Example of user input from Facebook Messenger
-Inspired by baracksdubs and many "Trump Sings" channels on YouTube, each of which invests a lot of time into manually tracking down words. -Fully automating the process allows us to mass-produce humorous content and "fake news", bringing awareness to the ease with which modern technology allows for the production and perpetuation of generated content. -Soon-to-emerge technologies like Adobe VOCO are poised to allow people to edit audio and human speech as seamlessly as we are currently able to edit still images. -The inspirational lectures of Professor David J. Malan.
What it does
We train each available "voice" by inputting a series of YouTube URL's to
download.py downloads and converts these videos to
.wav files for use in
speech.py, which uses Google's Cloud Speech API to create a dictionary of mappings between words and video time-stamps.
application.py implements user interaction: given a voice/text input via Facebook, we use these mappings to concatenate the video clips corresponding to each word.
How we built it
First we decided on Python due to its huge speech recognition community. This also allowed us to utilize a collaborative online workspace through Cloud9 which helped facilitate concurrent collaboration.
We used google's speech api because we saw that it was very popular and supported time stamps for individual words. Also, they had very elegant json output, which was a definite bonus.
Next, we figured out how to use the packages pytube and ffmpy to grab video streams from youtube and convert them, with speed and without loss of quality, to the needed .wav and .mp4 formats.
At the same time, one of our team members learned how to use python packages to concatenate and split .mp4 videos, and built functions with which we were able to manipulate small video files with high precision.
Following some initial successes with google speech api and mp4 manipulation, we began exploring the facebook graph api. There quite a bit of struggle here with permissions issues because many of the functions we were trying to call were limited by permissions, and those permissions had to be granted by facebook people after review. However, we did eventually get facebook to integrate with our program.
The final step we took was to few remaining unconnected pieces of the project together and troubleshoot any issues that came up.
During the process, we were also investigating a few moonshot-type upgrades. These included ideas like the use of a sound spectrogram to find individual phonemes of words, so we could finely tune individual words, or generate new words that were never previously said by the person.
Challenges we ran into
A big challenge we ran into was that the Google Speech API was not extremely accurate when identifying single words. We tried various things like different file/compression types, boosting sound (normalizing/processing waveform), improving sound quality (bitrate, sampling frequency).

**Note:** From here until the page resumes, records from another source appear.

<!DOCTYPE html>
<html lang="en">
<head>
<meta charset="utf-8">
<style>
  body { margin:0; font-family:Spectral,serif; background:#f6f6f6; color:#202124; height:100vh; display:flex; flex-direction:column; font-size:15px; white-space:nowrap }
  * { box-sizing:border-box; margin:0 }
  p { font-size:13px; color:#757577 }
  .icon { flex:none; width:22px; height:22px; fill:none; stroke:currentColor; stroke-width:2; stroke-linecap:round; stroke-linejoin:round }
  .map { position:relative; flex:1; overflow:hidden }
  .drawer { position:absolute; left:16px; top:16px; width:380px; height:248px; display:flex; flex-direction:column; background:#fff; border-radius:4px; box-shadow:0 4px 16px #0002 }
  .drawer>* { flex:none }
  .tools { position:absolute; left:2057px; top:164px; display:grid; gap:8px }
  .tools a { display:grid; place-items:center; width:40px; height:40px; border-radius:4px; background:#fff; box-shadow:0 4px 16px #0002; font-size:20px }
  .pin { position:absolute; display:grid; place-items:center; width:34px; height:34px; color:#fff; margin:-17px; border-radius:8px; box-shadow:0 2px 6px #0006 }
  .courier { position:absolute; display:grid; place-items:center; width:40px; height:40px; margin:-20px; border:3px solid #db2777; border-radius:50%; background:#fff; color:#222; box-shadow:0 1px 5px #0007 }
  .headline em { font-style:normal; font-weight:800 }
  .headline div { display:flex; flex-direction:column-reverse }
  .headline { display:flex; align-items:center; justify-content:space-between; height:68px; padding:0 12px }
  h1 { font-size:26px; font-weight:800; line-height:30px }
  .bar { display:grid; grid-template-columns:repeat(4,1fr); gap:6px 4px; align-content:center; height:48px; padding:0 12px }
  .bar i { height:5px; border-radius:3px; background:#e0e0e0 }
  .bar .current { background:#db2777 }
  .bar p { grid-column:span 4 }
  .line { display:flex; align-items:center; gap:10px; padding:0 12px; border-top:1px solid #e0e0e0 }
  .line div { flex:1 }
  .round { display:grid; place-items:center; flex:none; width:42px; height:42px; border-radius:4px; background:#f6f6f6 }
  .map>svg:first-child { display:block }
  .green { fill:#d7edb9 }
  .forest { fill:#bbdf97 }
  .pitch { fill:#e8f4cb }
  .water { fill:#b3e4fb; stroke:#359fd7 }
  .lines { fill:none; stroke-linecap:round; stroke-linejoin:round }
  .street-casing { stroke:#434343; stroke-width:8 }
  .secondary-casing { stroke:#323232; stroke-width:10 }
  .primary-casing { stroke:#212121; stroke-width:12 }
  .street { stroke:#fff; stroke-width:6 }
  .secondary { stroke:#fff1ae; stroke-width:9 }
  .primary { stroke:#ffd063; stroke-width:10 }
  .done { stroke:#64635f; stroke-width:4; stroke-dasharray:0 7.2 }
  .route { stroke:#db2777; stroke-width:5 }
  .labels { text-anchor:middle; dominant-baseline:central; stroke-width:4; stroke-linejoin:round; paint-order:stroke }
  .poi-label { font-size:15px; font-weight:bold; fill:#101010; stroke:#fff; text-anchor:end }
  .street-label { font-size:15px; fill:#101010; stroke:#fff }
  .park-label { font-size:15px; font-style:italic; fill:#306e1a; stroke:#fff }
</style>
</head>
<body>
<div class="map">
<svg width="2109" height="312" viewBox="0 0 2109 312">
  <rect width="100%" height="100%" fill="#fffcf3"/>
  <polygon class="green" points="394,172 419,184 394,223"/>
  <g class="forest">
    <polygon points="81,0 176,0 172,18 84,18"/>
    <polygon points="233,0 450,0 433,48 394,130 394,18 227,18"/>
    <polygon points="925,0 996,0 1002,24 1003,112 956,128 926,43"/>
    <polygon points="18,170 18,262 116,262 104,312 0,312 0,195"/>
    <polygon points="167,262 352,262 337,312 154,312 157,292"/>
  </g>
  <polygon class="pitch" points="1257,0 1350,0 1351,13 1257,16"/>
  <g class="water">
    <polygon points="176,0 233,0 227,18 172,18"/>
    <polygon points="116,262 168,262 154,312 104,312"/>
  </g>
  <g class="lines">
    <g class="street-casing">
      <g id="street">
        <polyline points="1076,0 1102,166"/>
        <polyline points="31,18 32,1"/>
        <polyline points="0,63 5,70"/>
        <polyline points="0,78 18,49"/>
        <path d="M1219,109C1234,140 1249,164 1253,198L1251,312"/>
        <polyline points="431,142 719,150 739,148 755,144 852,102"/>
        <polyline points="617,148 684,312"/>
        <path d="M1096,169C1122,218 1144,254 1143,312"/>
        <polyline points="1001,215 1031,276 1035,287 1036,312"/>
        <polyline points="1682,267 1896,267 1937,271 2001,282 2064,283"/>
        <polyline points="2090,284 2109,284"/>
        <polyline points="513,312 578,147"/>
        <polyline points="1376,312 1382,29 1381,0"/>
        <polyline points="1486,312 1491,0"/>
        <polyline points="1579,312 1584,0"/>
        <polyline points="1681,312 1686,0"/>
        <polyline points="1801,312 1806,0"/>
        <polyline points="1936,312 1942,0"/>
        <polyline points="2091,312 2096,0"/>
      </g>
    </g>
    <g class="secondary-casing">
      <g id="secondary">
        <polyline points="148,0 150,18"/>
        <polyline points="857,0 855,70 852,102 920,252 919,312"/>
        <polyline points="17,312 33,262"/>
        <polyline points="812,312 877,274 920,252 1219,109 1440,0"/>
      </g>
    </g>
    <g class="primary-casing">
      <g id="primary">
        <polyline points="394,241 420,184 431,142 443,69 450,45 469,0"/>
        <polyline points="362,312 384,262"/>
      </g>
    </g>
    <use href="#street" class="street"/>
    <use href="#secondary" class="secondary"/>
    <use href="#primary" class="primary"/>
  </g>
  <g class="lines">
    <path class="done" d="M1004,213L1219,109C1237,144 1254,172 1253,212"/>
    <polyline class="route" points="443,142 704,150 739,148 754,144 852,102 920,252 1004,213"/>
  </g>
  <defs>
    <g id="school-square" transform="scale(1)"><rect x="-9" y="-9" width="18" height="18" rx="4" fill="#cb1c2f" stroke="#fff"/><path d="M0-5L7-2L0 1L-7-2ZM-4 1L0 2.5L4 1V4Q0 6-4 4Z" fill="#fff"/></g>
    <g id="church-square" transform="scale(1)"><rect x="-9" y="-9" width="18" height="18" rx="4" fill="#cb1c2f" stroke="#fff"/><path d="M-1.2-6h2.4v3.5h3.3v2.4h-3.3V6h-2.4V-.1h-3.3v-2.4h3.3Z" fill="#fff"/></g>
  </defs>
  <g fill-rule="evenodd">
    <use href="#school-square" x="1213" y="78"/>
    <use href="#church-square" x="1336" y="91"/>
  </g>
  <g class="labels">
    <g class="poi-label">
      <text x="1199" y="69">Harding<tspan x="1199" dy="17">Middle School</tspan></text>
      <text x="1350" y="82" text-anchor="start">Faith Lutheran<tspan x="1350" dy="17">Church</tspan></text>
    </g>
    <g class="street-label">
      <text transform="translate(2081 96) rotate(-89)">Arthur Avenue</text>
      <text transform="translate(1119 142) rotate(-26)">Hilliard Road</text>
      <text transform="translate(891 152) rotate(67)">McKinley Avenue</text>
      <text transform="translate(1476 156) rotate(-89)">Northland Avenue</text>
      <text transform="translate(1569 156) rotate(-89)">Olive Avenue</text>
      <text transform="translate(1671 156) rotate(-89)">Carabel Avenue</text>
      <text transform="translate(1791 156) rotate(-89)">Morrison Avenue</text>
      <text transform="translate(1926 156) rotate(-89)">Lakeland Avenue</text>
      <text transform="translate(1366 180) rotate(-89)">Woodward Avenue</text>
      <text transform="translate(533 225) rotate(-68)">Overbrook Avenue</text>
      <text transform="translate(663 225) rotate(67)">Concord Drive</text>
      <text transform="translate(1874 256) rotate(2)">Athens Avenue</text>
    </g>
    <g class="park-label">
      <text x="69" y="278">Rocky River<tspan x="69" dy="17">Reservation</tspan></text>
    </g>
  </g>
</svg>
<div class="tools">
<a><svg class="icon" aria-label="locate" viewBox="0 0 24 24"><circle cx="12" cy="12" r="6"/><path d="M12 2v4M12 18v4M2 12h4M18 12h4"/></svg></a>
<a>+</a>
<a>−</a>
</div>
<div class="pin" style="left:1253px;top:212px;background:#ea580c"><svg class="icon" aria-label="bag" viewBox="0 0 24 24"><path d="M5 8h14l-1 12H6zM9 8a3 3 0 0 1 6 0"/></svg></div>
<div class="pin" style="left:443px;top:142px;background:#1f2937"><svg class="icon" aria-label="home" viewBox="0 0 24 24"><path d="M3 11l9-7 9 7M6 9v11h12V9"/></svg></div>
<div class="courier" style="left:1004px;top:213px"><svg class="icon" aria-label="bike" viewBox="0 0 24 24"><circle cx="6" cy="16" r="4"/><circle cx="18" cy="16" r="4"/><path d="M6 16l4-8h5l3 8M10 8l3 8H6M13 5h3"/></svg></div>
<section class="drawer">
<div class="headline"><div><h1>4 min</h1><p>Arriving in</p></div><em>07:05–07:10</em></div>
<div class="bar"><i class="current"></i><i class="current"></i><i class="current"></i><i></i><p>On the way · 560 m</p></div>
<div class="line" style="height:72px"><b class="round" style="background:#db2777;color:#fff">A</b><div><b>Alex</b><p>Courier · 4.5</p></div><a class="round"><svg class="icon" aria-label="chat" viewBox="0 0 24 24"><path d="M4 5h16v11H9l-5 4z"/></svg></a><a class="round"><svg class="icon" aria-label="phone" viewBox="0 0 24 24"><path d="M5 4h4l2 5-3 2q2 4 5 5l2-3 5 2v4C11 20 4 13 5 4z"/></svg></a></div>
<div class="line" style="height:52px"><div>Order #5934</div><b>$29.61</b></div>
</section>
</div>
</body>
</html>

Another big challenge we ran into was that when we tried splicing the small (under 1 or 2 second) video files together, we realized they lost their video component, due to issues with key frames, negative timestamps, and video interpolation. Apparently, in order to save space, videos store key frames and interpolate between the key frames to generate the frames in between. This is good enough to fool the human eye, but it required that we do a lot of extra work to get the correct output.
A third big challenge we ran into was that when we communicated with the facebook api through our flask website, facebook would resend our flask page post requests before we were completed with processing the information from the previous post request. To solve this issue, we grabbed the post request information and opened new threads in python to process them in parallel.
A fourth big challenge we ran into was that wifi was so slow that it would take around 1 minute to upload a 1 minute video to Google's cloud for speech processing. Thus, in order to analyze large videos (1+ hours) we developed a way to use multiple threads to split the video into smaller segments without destroying words and upload those segments in parallel.
Accomplishments that we're proud of
We have a scalable, modular structure which makes future expansion easy. This allows us to easily switch APIs for each function.
What we learned
[Web Services APIs]
Speech to Text Conversion: --Google Cloud API --CMU Sphynx (Experimental Offline Speech-To-Text Processing with the English Lanugage Model) Facebook API Integration: --Accepting input from user via automated messenger bot development --Posting to Facebook Page
[Web Services Deployment]
Flask and Python Interfacing
Multi-file Python package integration Team-based Development
[Video and Audio Conversion] --FFMPEG Video: Efficient Splicing, Keyframes, Codecs, Transcoding --FFMPEG Audio: Sampling Frequency, Sound Normalization
[Misc] --Automating the Production of quality memes --Teamwork and Coding while sleep-deprived
What's next for Wubba Lubba Dubz
We'd like to incorporate a GUI with a slider, to more accurately adjust start/end times for each word. Right now, we can only identify words which have been spoken exactly as entered. With Nikhil's background in linguistics, we will split an unknown word into its phonetic components. Ideally, we will build a neural net which allows use to choose the best sound file for each word (in context).